Julian ended up in a
series of foster homes. When he was sixteen, he went to see Bev. He rang her
door bell. She came out, eyed him, and said: “There you are!” He lived with her
for the next two years.
“But life with Bev
comes at a price,” he says to me. “You pay for everything you get.”
“What do you mean?”
“She takes it out of
you. Those mysterious pinpricks they found on my arms when I was a baby? She
sucked my blood.”
I’ve never heard
Julian talk crap like that. He isn’t the superstitious kind.
“Come on, Julian,” I
say. “That’s crazy.”
“You think so? Then
how do you explain that she and I have the same DNA?” He had tests done, he
says. He can prove it. “But when I
confronted Bev with the results, she laughed and said: Well, that explains why
I took you home with me. That’s all I managed to get out of her.”
It’s too weird. I
change the topic. “So how long are you planning to stay?”
“Couple of
weeks. Bev put me up on the top floor.”
“In the studio with
the mobiles?”
“You’ve been scoping
out the place.
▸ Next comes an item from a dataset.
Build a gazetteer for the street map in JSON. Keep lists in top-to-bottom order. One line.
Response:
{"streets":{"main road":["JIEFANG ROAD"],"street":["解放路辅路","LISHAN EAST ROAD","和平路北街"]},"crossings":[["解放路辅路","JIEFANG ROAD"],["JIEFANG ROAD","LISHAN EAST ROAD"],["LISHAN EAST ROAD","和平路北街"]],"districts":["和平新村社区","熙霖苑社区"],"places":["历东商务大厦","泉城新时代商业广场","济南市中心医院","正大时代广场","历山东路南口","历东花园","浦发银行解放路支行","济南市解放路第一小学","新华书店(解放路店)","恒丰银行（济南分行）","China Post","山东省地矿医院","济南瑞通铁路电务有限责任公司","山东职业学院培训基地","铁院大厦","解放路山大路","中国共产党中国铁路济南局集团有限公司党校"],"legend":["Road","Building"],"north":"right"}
Snagged a few of her things? ”
I shrug my
shoulders.
“Don’t. She’ll take
something from you in exchange.”
“But I don’t have anything
she’d want.”
“That’s what you
think!” he says. “You do have something: youth.”
I laugh in his face.
“Yeah, right. And she’s going to take
that from me?”
Okay, so I promised
Julian not to take any more of Bev’s stuff, but that doesn’t include looking at
the files in her computer. I have so
many questions about her now. Maybe the
answers are in the files.
I go upstairs and
turn on Bev’s computer. But you know what? The C-drive has been wiped. There
isn’t a single file there. Julian must have worked on the machine and pitted
his tech magic against Bev’s Wicca spells. Maybe she had a recipe collection of
spells in her computer. Is there a tit-for-tat charm? You eat my food, baby,
and I take your pristine blood? You take my money, Tracy, and I take your
looks?
I go out into the
hall and look up to the third floor landing. I see that Julian has put a lock
on the studio door and taped up a piece of paper with an eye painted on it, one
of those King Tut eyes, almond-shaped, black-rimmed, and unflinching.
I guess I’m safe for the
time being, but maybe I’ll ask Julian to let me sleep with him in the studio,
behind the locked door, until I find a new place.